The new model allows the company to retain ownership of that license and to remove it from the employee's personal phone when they leave the organization.
CIO.com: Any BYOD features in iOS 7 flying under the radar?
Brannon: There's a ton around what Apple calls "supervised devices." There are several advanced features that allow you to have more robust control over devices. These primarily work more for corporate-owned devices than BYOD.
I am under [non-disclosure agreement], so I'm trying to be cautious about what information is public and what is not. A new feature is setting up things like printers or airplane destinations for the device. So, for example, you can lock down a device so that it mirrors to a certain Apple TV in a retail store or a student in a classroom. It allows you to deploy those devices, but still have the control to prevent tampering or use outside of the role they're intended to be used for.
CIO.com: Is there anything missing in iOS 7?
Brannon: There are always features on the [wish list]. The one that sometimes comes up is around operating system control. In the grand scheme of things, it's not really a feature you're going to use, especially in BYOD. But being able to prevent or enforce the OS version sometimes is a scenario for line-of-business devices. That's not necessarily something we saw in iOS 7.
CIO.com: Does iOS 7 reduce Airwatch's value proposition?
Brannon: I get this question a lot. Absolutely not. [What] Apple builds around these features are really APIs that are dependent upon MDM to enable. Just because they create an API that allows you to control "open with" doesn't mean that the feature is turned on without a management tool. If anything, all of these new features grow our business and expand our market scope, in terms of the ability to manage different devices for different scenarios.
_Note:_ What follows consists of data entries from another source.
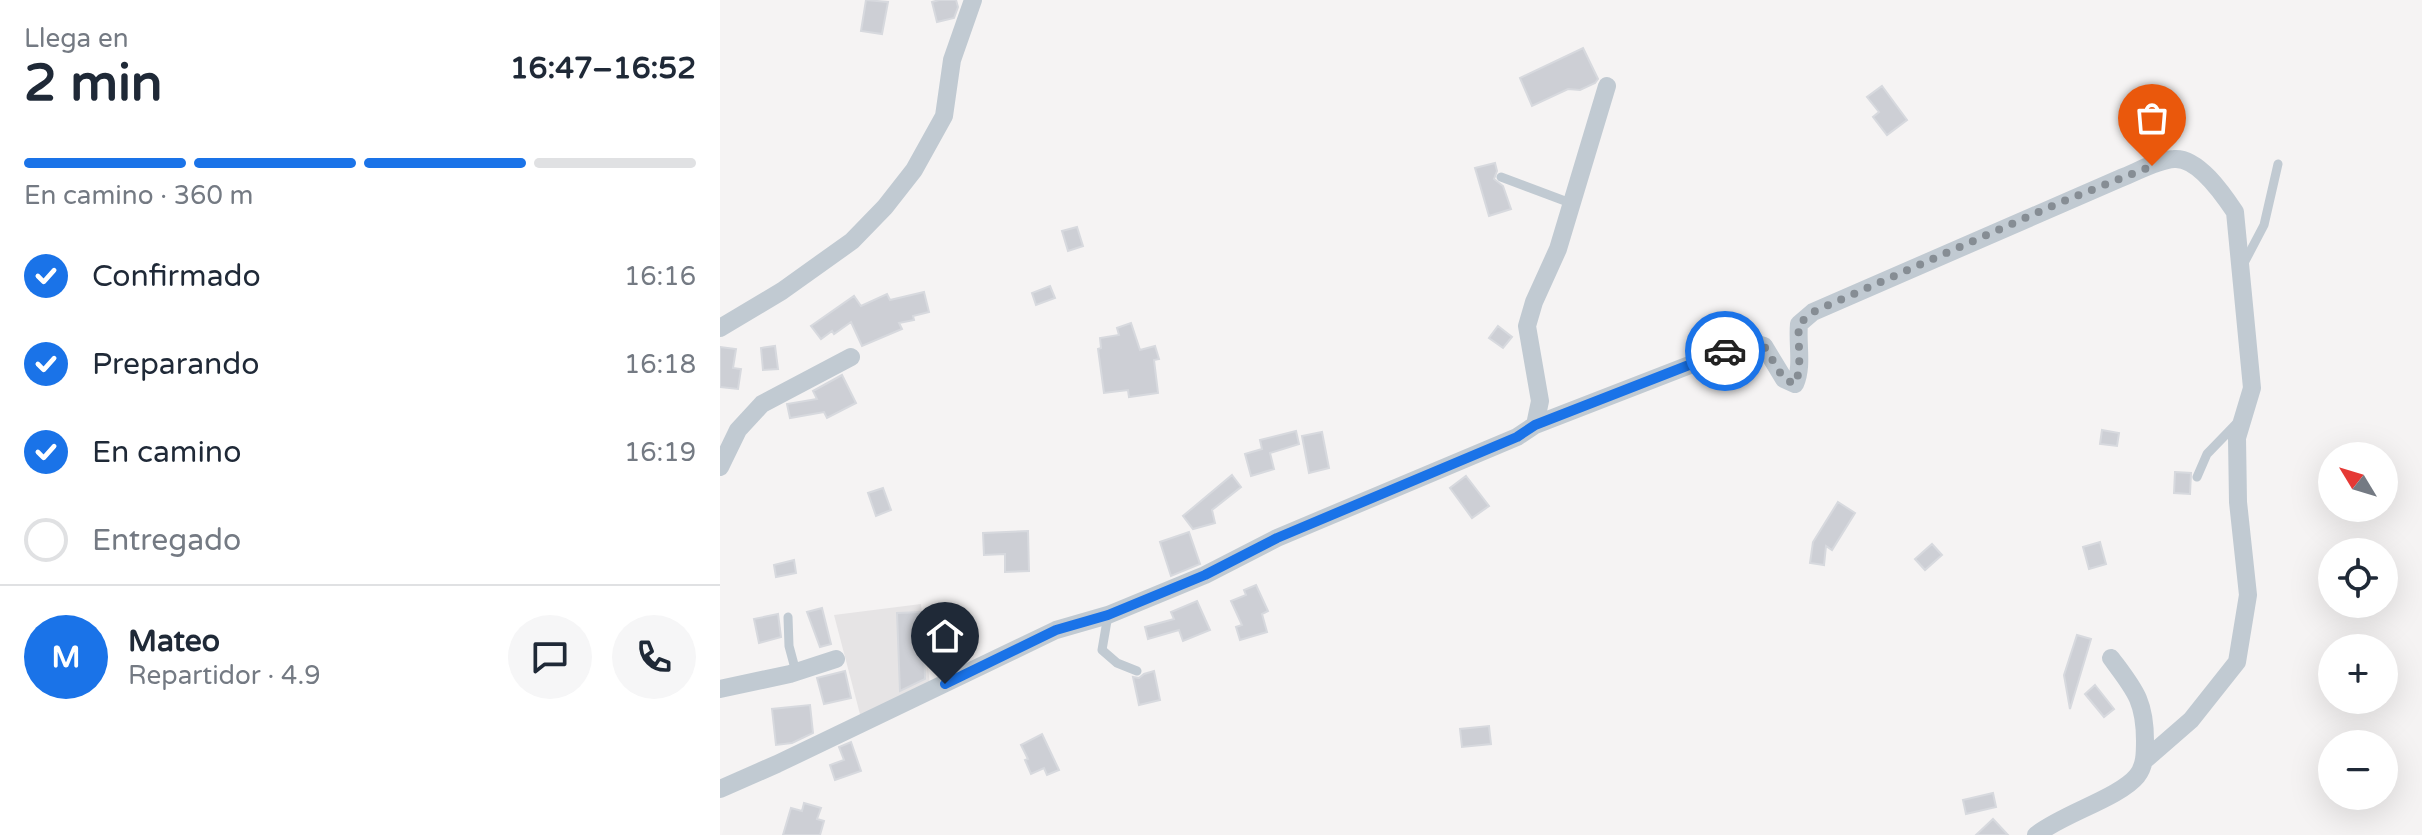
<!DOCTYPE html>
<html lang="es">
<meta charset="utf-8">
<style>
:root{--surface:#fff;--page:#f6f6f7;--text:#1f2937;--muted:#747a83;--line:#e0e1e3;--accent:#1a73e8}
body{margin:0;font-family:"Varela Round",sans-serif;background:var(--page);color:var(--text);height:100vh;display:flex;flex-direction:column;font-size:30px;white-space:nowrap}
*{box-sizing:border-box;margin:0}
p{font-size:26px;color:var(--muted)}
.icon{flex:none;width:44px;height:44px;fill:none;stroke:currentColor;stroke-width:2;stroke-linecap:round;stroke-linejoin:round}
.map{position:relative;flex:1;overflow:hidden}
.side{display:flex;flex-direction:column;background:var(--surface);width:720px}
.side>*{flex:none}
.needle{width:52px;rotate:308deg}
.fabs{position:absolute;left:1598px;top:442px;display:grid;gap:16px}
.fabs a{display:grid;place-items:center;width:80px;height:80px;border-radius:50%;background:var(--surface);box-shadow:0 8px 32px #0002;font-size:40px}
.pin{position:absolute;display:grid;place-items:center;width:68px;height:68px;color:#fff;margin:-82px -34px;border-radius:50% 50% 50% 0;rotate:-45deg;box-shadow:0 0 8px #0007}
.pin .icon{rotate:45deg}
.courier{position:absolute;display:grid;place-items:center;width:80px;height:80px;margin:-40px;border:6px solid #1a73e8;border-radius:50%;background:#fff;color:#222;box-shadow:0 2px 10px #0007}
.summary em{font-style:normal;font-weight:700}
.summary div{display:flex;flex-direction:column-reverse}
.summary{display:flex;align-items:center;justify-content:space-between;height:136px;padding:0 24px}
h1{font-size:52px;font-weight:700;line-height:60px}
.bar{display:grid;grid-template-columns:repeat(4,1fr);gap:12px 8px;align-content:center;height:96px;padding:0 24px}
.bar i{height:10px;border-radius:6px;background:var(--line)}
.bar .on{background:var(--accent)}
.bar p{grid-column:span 4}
.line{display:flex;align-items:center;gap:20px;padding:0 24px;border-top:2px solid var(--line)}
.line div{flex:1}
.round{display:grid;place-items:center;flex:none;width:84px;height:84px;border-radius:42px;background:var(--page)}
ol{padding:0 24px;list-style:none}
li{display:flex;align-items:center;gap:24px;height:88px}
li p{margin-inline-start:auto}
li .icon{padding:8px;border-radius:50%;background:var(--accent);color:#fff;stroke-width:4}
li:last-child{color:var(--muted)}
li i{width:44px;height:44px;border:4px solid var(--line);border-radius:50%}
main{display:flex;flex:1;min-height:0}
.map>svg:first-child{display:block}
.education{fill:#e6e4e5}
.building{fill:#cdcfd5;stroke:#d7d9de;stroke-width:2}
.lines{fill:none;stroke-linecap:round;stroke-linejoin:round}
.service{stroke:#c1cad2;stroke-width:9}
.minor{stroke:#c1cad2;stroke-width:18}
.done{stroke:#868d94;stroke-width:8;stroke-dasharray:0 14.4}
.route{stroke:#1a73e8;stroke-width:10}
</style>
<main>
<section class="side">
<div class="summary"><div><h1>2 min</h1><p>Llega en</p></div><em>16:47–16:52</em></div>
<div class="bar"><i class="on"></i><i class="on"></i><i class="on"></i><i></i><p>En camino · 360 m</p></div>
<ol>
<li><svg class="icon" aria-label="check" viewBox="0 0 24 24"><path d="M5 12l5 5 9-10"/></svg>Confirmado<p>16:16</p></li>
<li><svg class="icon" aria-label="check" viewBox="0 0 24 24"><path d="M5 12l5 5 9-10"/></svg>Preparando<p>16:18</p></li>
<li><svg class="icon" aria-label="check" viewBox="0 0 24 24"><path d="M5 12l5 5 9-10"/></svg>En camino<p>16:19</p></li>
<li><i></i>Entregado</li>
</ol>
<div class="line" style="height:144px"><b class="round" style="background:var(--accent);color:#fff">M</b><div><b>Mateo</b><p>Repartidor · 4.9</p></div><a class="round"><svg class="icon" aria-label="chat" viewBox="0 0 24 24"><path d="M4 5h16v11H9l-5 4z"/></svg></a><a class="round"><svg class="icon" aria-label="phone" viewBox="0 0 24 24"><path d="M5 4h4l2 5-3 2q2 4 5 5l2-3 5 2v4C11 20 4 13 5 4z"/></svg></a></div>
</section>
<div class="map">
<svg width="1702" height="835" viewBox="0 0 1702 835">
<rect width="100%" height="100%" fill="#f5f3f3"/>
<path class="education" d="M201,604L210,685L141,718L114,615Z"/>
<path class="building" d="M146,0L168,2L162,34L141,31Z
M219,0H236L238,7L234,18L217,22L212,2Z
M863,48L878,79L875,83L860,90L848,89L812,106L800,78Z
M1162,86L1187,120L1167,135L1153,117L1159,112L1147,97Z
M775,163L777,171L774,179L783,186L791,209L769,216L755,168Z
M357,227L363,246L348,251L342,231Z
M330,286L335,298L316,305L312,293Z
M204,292L209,312L193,316L194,320L179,323L182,329L142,346L131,322L114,334L112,331L101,339L91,326L134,296L141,306L167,294L170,300Z
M411,323L420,350L435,346L439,359L434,360L438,393L409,397L408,390L384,393L378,349L381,348L380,338L399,335L397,328Z
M778,326L792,337L783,348L769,338Z
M55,346L58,369L43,370L41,348Z
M0,347L16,349L13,368L21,369L18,389L0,387Z
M122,375L136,403L107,418L104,412L70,418L67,404L97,399L93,391Z
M1382,430L1399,433L1397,446L1380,444Z
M576,431L579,444L550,453L554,469L531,476L525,454L542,449L540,440Z
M602,432L609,468L589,473L582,436Z
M1455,472L1471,473L1470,494L1454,493Z
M512,475L521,487L492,510L495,523L473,529L463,516Z
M746,476L769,506L752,518L730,488Z
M163,488L171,510L156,516L148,493Z
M1118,502L1135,513L1112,550L1106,546L1104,565L1090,563L1093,542Z
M308,531L309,571L285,572V554L264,555L263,533Z
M469,532L480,564L451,576L440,542Z
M1380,542L1386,564L1369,569L1363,547Z
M1212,544L1222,555L1205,570L1195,559Z
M74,560L76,573L56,577L54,565Z
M536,585L548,611L542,614L547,632L520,640L516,627L522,625L511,601L526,595L524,590Z
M477,601L490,630L463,641L459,630L428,639L425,627L454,619L451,612Z
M102,608L111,644L100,647L87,612Z
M203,612L205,679L180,691L177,613Z
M58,614L61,637L39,643L34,619Z
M1357,635L1371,639L1350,709L1344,675Z
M125,671L131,698L104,704L97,678Z
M434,671L440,700L419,705L413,677L419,678L424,674Z
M1375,685L1394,709L1384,717L1365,694Z
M90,705L93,733L72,743L56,745L52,709Z
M769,726L771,744L742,747L740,729Z
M322,734L339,770L327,775L324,768L311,774L305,760L308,759L301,745Z
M131,742L141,771L115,780L110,765L124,760L119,747Z
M1273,793L1276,807L1246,814L1243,800Z
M84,803L101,808L97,819L104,821L100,835H63L71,808L82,811Z
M1273,819L1288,835H1256Z"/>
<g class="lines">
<path class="service" d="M781,177L853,204
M1523,265L1544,225L1558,164
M1477,477L1487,454L1517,423
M388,615L382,650L397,663L417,671
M68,617L69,646L76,672"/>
<path class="minor" d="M0,328L62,291L132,241L165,207L194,170L224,116L232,60L253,0
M815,425L1029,342L1044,346L1064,379L1075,384C1083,366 1077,344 1079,324L1093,312L1401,178C1417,172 1437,160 1454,159C1478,157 1503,194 1515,212L1532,388L1517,438L1518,502L1528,595L1517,662L1471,720L1425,760
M0,467L18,430L42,404L131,357
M0,689L70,674L116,659
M0,789L57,764L336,630L388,615L485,575L557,538L797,437L815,425L820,401L807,326L814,302L838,249L887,86
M1316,835C1342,814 1399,798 1417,776C1425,766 1425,753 1425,741C1425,700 1414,689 1391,658"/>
</g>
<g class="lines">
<path class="done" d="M1005,351L1029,342L1044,346L1064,379L1075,384C1083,366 1077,344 1079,324L1093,312L1339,203L1432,166"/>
<path class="route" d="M225,684L336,630L388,615L485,575L557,538L797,437L815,425L1005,351"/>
</g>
</svg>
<div class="fabs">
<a><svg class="needle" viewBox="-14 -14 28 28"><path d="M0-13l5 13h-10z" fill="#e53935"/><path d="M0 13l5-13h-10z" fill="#747a83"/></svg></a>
<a><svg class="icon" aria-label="locate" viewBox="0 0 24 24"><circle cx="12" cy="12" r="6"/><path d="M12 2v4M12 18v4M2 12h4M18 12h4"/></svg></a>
<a>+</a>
<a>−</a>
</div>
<div class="pin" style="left:1432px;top:166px;background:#ea580c"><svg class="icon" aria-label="bag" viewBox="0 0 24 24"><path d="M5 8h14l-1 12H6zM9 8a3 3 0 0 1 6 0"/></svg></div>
<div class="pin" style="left:225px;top:684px;background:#1f2937"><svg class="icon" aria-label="home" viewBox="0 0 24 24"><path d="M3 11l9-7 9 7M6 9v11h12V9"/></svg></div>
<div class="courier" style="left:1005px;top:351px"><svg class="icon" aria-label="car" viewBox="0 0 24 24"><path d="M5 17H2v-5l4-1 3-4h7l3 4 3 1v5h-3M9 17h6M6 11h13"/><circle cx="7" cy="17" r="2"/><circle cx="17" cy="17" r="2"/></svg></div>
</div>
</main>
CIO.com: Is iOS 7 way ahead of the game, in comparison to Android?
Brannon: iOS 7 allows you to do BYOD in more of a native experience on the device, whereas the Android path is built around doing BYOD in a containerized way.
There are absolutely manufacturer-specific APIs that allow you to do native mail client, native policies on select manufactured Samsung HTC, Motorola-type devices. But as a whole on the Android front, you're seeing a little more adoption around BYOD containerization.
It's a philosophical divide in some scenarios. In some cases, people want [containerization] because it feels more separate, more isolated. Other people feel it's hindering and makes them less productive. They'd rather see work and personal calendars and contacts integrated.